Exodus 3:5

En Hij zeide: Nader hier niet toe; trek uw schoenen uit van uw voeten; want de plaats, waarop gij staat, is heilig land.

Jozua 5:15

Toen zeide de Vorst van het heir des HEEREN tot Jozua: Trek uw schoenen af van uw voeten; want de plaats, waarop gij staat, is heilig.
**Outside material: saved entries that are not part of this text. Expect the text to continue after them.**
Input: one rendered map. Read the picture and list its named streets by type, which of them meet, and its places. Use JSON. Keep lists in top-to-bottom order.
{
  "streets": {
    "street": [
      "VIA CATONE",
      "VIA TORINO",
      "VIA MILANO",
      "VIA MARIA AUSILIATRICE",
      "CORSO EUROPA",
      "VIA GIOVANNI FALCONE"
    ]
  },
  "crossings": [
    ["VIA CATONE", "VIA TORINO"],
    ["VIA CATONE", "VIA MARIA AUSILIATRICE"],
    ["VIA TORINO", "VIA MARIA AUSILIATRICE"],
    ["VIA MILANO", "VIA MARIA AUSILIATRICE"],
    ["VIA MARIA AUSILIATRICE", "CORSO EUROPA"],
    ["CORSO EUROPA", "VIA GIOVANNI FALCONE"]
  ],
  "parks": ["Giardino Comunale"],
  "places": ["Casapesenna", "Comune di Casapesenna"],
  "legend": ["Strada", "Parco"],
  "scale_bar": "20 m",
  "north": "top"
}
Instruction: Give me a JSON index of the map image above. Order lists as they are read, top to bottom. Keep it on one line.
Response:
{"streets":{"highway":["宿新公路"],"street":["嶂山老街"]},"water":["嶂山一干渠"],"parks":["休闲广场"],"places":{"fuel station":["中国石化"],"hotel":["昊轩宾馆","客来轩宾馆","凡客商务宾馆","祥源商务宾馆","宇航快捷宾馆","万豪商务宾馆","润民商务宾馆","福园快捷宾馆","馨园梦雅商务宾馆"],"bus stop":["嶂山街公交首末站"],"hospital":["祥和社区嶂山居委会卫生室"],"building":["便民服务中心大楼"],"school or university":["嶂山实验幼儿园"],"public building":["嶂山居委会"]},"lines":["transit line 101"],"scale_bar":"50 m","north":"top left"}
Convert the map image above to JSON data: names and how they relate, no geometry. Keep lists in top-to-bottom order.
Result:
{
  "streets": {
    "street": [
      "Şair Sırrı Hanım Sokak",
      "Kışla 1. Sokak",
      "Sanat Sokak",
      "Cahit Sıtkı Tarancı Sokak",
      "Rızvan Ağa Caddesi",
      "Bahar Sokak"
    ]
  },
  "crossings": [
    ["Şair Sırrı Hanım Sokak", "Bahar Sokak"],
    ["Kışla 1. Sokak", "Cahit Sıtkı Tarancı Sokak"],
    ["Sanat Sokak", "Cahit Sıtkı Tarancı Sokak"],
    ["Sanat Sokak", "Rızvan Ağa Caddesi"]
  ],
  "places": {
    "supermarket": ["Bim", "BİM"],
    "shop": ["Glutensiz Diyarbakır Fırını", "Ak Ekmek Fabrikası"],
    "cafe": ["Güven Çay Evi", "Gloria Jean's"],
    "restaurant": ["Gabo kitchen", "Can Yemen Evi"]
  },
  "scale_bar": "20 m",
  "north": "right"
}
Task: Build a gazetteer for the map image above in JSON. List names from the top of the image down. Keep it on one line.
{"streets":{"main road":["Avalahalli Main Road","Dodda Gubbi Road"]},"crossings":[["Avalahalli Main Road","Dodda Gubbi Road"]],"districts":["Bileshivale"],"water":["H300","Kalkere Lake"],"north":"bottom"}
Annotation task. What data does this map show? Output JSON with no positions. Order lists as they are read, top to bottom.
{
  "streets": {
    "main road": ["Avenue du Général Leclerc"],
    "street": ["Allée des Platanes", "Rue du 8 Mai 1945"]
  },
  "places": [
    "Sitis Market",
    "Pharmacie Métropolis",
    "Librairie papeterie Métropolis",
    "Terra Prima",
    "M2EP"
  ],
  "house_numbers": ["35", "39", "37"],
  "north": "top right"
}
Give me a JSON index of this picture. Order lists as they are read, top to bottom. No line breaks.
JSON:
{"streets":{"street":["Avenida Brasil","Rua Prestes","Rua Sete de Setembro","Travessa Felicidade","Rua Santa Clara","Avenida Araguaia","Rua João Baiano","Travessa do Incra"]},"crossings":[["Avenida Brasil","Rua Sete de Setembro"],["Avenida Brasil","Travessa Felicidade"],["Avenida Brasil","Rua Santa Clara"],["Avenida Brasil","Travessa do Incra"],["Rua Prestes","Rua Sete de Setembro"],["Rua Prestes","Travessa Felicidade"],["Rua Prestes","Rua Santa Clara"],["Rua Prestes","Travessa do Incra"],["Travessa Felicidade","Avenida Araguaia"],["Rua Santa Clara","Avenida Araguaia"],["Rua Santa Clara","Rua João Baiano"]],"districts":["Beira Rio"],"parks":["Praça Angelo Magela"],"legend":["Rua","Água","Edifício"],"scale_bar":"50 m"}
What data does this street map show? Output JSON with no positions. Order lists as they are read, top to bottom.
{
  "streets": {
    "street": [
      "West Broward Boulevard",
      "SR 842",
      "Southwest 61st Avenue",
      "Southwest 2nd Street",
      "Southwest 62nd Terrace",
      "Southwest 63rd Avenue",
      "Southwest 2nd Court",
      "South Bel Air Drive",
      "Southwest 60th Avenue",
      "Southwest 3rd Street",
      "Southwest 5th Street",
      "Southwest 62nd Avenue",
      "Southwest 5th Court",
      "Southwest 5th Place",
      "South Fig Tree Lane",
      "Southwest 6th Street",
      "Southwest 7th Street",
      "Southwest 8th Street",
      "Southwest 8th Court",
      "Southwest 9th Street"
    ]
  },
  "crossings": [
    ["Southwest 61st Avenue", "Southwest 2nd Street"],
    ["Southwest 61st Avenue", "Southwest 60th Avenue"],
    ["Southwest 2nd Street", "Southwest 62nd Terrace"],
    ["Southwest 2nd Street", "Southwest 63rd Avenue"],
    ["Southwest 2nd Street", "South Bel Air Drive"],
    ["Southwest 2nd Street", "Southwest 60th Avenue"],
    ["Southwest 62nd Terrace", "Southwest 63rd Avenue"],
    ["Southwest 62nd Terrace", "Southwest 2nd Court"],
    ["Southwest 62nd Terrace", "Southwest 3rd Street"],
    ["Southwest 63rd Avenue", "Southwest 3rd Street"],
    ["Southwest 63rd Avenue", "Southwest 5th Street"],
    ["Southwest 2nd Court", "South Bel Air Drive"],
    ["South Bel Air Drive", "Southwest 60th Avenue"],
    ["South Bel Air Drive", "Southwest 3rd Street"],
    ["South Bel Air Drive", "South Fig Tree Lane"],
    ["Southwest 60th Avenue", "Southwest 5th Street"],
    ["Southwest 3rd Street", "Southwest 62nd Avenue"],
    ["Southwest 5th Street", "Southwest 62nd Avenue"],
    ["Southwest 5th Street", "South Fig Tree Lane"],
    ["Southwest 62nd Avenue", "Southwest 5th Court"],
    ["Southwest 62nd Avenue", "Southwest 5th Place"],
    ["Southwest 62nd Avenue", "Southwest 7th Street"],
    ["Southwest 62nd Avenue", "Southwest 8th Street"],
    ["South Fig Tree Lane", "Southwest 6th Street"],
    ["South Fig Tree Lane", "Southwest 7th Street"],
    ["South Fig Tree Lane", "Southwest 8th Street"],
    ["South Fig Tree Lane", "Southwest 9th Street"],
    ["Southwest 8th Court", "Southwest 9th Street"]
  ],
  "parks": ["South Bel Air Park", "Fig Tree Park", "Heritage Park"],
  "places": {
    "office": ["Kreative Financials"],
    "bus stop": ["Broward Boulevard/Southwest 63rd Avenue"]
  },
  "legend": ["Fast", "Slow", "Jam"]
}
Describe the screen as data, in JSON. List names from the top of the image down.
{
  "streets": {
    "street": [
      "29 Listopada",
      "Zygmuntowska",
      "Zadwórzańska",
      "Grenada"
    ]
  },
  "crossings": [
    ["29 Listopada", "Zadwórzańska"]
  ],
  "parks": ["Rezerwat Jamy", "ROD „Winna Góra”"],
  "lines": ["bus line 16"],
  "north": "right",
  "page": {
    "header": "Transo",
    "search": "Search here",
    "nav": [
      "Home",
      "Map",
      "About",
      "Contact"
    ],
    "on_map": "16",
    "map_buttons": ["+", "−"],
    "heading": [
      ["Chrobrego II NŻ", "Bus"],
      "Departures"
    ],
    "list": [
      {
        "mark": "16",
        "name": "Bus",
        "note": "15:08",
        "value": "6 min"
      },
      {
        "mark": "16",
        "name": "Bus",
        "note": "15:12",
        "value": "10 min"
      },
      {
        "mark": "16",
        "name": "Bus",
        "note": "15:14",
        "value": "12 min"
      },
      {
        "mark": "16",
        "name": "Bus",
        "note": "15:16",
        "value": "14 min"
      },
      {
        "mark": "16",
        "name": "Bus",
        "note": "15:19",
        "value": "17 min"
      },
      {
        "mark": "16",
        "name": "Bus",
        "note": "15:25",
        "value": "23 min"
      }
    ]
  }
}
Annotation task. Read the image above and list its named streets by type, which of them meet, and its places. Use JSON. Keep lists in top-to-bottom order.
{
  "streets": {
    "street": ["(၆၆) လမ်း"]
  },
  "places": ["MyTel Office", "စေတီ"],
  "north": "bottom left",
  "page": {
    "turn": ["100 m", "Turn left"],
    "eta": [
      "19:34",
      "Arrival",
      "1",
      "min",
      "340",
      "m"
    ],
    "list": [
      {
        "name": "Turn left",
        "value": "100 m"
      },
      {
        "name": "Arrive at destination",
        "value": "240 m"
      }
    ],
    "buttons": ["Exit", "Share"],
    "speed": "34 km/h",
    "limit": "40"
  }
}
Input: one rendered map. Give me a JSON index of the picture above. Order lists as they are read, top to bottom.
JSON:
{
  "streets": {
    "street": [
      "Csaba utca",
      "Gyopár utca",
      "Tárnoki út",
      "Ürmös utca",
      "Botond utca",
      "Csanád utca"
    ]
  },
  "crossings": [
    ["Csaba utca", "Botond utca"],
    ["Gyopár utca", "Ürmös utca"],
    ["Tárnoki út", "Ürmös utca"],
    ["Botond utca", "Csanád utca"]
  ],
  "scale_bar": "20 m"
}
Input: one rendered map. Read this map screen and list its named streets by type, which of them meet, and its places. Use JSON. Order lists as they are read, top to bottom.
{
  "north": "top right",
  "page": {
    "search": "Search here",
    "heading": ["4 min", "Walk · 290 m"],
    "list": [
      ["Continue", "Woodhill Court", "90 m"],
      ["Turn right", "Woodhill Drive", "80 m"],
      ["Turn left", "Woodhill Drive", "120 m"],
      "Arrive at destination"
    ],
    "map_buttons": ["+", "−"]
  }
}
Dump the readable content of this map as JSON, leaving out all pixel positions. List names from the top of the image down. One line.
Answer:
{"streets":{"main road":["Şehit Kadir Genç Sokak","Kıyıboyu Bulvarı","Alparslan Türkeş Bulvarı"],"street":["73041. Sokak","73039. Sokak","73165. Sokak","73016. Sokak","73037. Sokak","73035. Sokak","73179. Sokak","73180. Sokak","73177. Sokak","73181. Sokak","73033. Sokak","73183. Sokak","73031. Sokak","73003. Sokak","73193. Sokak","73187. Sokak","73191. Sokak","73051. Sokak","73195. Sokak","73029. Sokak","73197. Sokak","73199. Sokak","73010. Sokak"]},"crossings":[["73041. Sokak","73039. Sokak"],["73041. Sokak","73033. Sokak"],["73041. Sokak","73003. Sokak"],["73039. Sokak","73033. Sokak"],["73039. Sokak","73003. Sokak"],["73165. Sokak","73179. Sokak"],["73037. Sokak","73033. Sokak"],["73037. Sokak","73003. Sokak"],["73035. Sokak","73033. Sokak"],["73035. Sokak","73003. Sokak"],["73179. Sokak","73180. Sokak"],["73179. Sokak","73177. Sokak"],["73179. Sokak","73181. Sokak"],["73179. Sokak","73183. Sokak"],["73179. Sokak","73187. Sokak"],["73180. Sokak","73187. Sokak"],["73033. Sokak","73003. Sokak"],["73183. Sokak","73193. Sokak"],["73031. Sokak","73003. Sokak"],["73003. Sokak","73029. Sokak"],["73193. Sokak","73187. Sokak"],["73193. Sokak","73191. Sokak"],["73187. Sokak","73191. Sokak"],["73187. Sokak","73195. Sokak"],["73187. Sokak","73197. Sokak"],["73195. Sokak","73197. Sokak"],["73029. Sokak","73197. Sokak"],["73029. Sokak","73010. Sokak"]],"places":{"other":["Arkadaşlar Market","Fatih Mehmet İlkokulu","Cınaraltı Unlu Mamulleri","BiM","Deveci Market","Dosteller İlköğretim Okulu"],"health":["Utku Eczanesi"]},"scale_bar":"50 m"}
En Jozua deed alzo.

Handelingen 7:33

En de Heere zeide tot hem: Ontbind de schoenen van uw voeten; want de plaats in welke gij staat, is heilig land.

Exodus 19:12

En bepaal het volk rondom, zeggende: Wacht u op den berg te klimmen, en deszelfs einde aan te roeren; al wie den berg aanroert, zal zekerlijk gedood worden.

Prediker 5:1

Wees niet te snel met uw mond, en uw hart haaste niet een woord voort te brengen voor Gods aangezicht; want God is in den hemel, en gij zijt op de aarde; daarom laat uw woorden weinig zijn.

Genesis 28:16-17

Toen nu Jakob van zijn slaap ontwaakte, zeide hij: Gewisselijk is de HEERE aan deze plaats, en ik heb het niet geweten!

Exodus 19:21

En de HEERE zeide tot Mozes: Ga af, betuig dit volk, dat zij niet doorbreken tot den HEERE, om te zien, en velen van hen vallen.

Leviticus 10:3

En Mozes zeide tot Aaron: Dat is het, wat de HEERE gesproken heeft, zeggende: In degenen, die tot Mij naderen, zal Ik geheiligd worden, en voor het aangezicht van al het volk zal Ik verheerlijkt worden. Doch Aaron zweeg stil.

Hebreeën 12:20

(Want zij konden niet dragen, hetgeen er geboden werd: Indien ook een gedierte den berg aanraakt, het zal gestenigd of met een pijl doorschoten worden.